--- Dataset records Enclosed Below ---

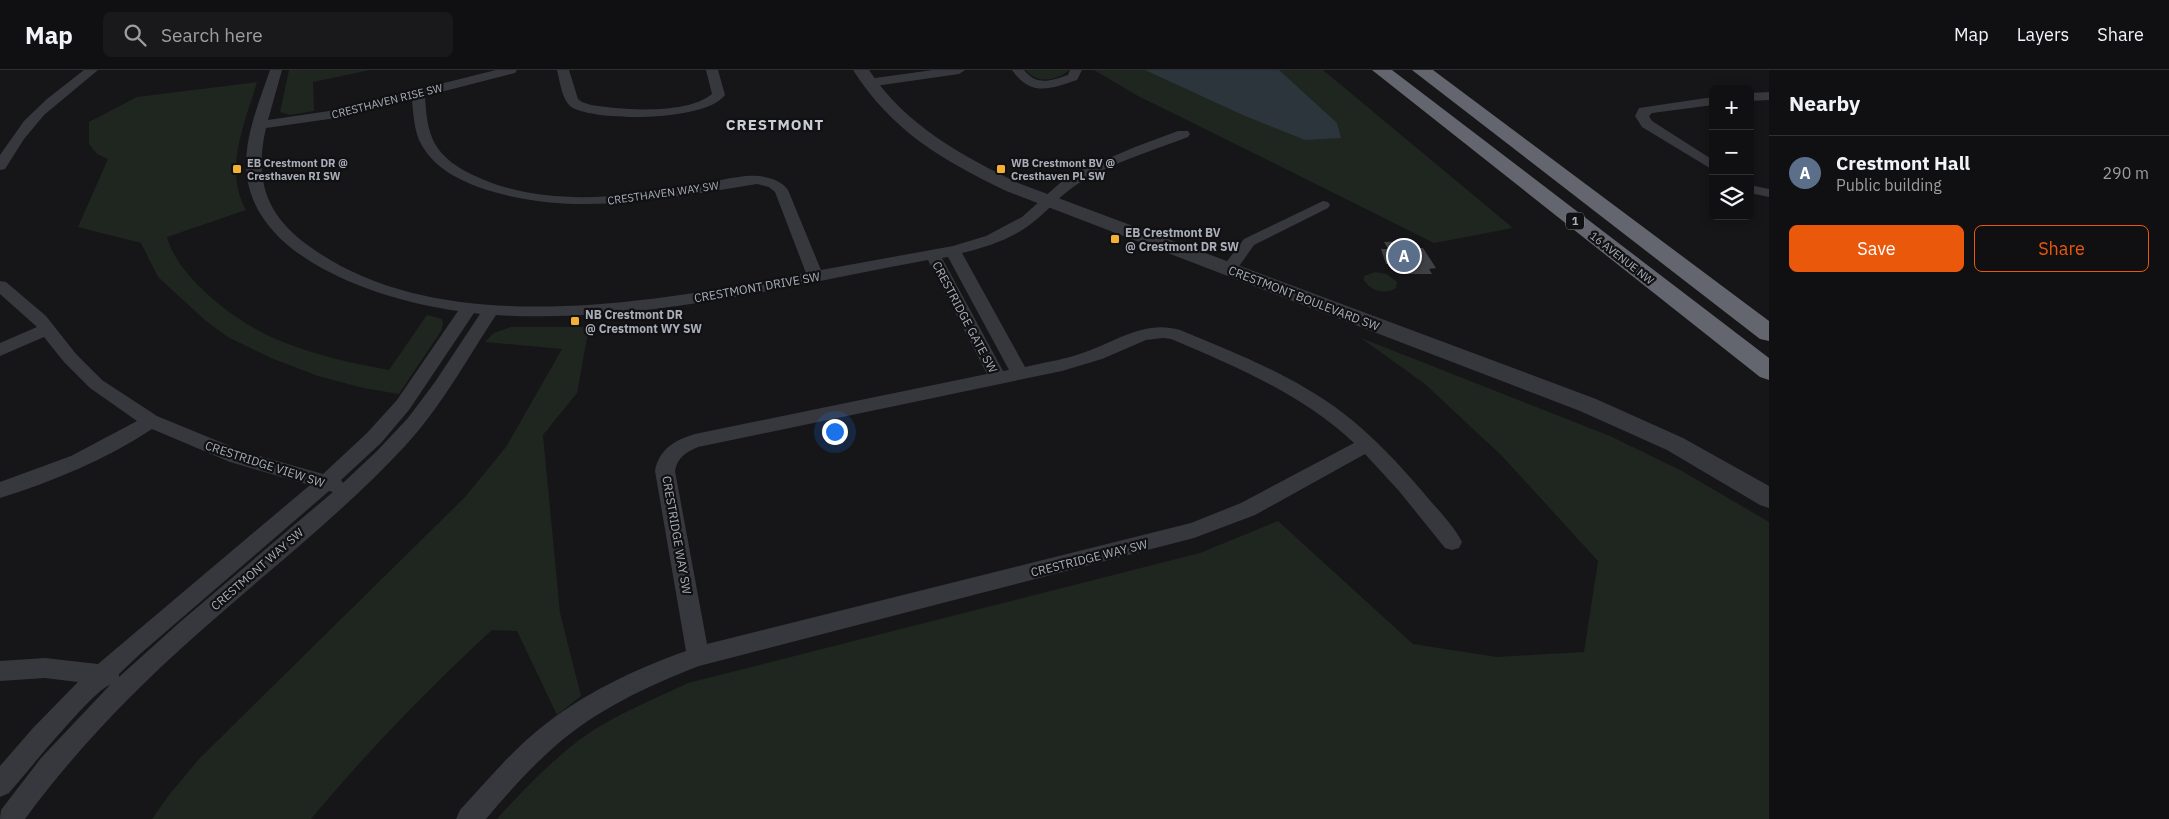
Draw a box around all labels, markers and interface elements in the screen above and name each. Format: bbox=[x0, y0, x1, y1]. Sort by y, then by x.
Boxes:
search box bbox=[103, 12, 453, 57]
text: Map bbox=[25, 19, 73, 51]
icon: search bbox=[121, 21, 149, 49]
text: Search here bbox=[161, 23, 263, 47]
text: Map bbox=[1954, 23, 1989, 46]
text: Layers bbox=[2017, 23, 2069, 46]
text: Share bbox=[2097, 23, 2144, 46]
street label: CRESTHAVEN RISE SW bbox=[330, 80, 444, 122]
map controls bbox=[1709, 85, 1754, 220]
button: + bbox=[1709, 85, 1754, 130]
text: Nearby bbox=[1789, 89, 1860, 117]
district label: CRESTMONT bbox=[726, 115, 824, 134]
button: − bbox=[1709, 130, 1754, 175]
text: Crestmont Hall bbox=[1836, 151, 1970, 175]
place label: EB Crestmont DR @ Cresthaven RI SW bbox=[247, 156, 348, 183]
place label: WB Crestmont BV @ Cresthaven PL SW bbox=[1011, 156, 1115, 183]
marker: EB Crestmont DR @ Cresthaven RI SW bbox=[231, 163, 243, 175]
marker: WB Crestmont BV @ Cresthaven PL SW bbox=[995, 163, 1007, 175]
text: A bbox=[1800, 163, 1810, 183]
text: 290 m bbox=[2102, 163, 2149, 183]
button: layers bbox=[1709, 175, 1754, 220]
text: Public building bbox=[1836, 175, 1942, 195]
street label: CRESTHAVEN WAY SW bbox=[606, 178, 720, 208]
road number: 1 bbox=[1566, 212, 1584, 230]
place label: EB Crestmont BV @ Crestmont DR SW bbox=[1125, 225, 1239, 254]
button: Save bbox=[1789, 225, 1964, 272]
button: Share bbox=[1974, 225, 2149, 272]
street label: 16 AVENUE NW bbox=[1587, 229, 1657, 287]
marker: EB Crestmont BV @ Crestmont DR SW bbox=[1109, 233, 1121, 245]
pin: A bbox=[1388, 237, 1420, 275]
street label: CRESTRIDGE GATE SW bbox=[929, 259, 1001, 376]
street label: CRESTMONT BOULEVARD SW bbox=[1226, 262, 1382, 334]
street label: CRESTMONT DRIVE SW bbox=[693, 268, 821, 305]
place label: NB Crestmont DR @ Crestmont WY SW bbox=[585, 307, 702, 336]
marker: NB Crestmont DR @ Crestmont WY SW bbox=[569, 315, 581, 327]
your location bbox=[822, 419, 848, 445]
street label: CRESTRIDGE VIEW SW bbox=[203, 438, 327, 491]
street label: CRESTRIDGE WAY SW bbox=[659, 475, 695, 596]
street label: CRESTMONT WAY SW bbox=[208, 525, 307, 613]
street label: CRESTRIDGE WAY SW bbox=[1029, 536, 1149, 580]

--- End of Enclosed Dataset records ---

**What this task involves:**
Everything in the listing except the pictures must be reproduced exactly.

**Answer box:**
Draw a box around all labels, markers and interface elements in the screen above and name each. Format: bbox=[x0, y0, x1, y1]. Sort by y, then by x.
Boxes:
search box bbox=[103, 12, 453, 57]
text: Map bbox=[25, 19, 73, 51]
icon: search bbox=[121, 21, 149, 49]
text: Search here bbox=[161, 23, 263, 47]
text: Map bbox=[1954, 23, 1989, 46]
text: Layers bbox=[2017, 23, 2069, 46]
text: Share bbox=[2097, 23, 2144, 46]
street label: CRESTHAVEN RISE SW bbox=[330, 80, 444, 122]
map controls bbox=[1709, 85, 1754, 220]
button: + bbox=[1709, 85, 1754, 130]
text: Nearby bbox=[1789, 89, 1860, 117]
district label: CRESTMONT bbox=[726, 115, 824, 134]
button: − bbox=[1709, 130, 1754, 175]
text: Crestmont Hall bbox=[1836, 151, 1970, 175]
place label: EB Crestmont DR @ Cresthaven RI SW bbox=[247, 156, 348, 183]
place label: WB Crestmont BV @ Cresthaven PL SW bbox=[1011, 156, 1115, 183]
marker: EB Crestmont DR @ Cresthaven RI SW bbox=[231, 163, 243, 175]
marker: WB Crestmont BV @ Cresthaven PL SW bbox=[995, 163, 1007, 175]
text: A bbox=[1800, 163, 1810, 183]
text: 290 m bbox=[2102, 163, 2149, 183]
button: layers bbox=[1709, 175, 1754, 220]
text: Public building bbox=[1836, 175, 1942, 195]
street label: CRESTHAVEN WAY SW bbox=[606, 178, 720, 208]
road number: 1 bbox=[1566, 212, 1584, 230]
place label: EB Crestmont BV @ Crestmont DR SW bbox=[1125, 225, 1239, 254]
button: Save bbox=[1789, 225, 1964, 272]
button: Share bbox=[1974, 225, 2149, 272]
street label: 16 AVENUE NW bbox=[1587, 229, 1657, 287]
marker: EB Crestmont BV @ Crestmont DR SW bbox=[1109, 233, 1121, 245]
pin: A bbox=[1388, 237, 1420, 275]
street label: CRESTRIDGE GATE SW bbox=[929, 259, 1001, 376]
street label: CRESTMONT BOULEVARD SW bbox=[1226, 262, 1382, 334]
street label: CRESTMONT DRIVE SW bbox=[693, 268, 821, 305]
place label: NB Crestmont DR @ Crestmont WY SW bbox=[585, 307, 702, 336]
marker: NB Crestmont DR @ Crestmont WY SW bbox=[569, 315, 581, 327]
your location bbox=[822, 419, 848, 445]
street label: CRESTRIDGE VIEW SW bbox=[203, 438, 327, 491]
street label: CRESTRIDGE WAY SW bbox=[659, 475, 695, 596]
street label: CRESTMONT WAY SW bbox=[208, 525, 307, 613]
street label: CRESTRIDGE WAY SW bbox=[1029, 536, 1149, 580]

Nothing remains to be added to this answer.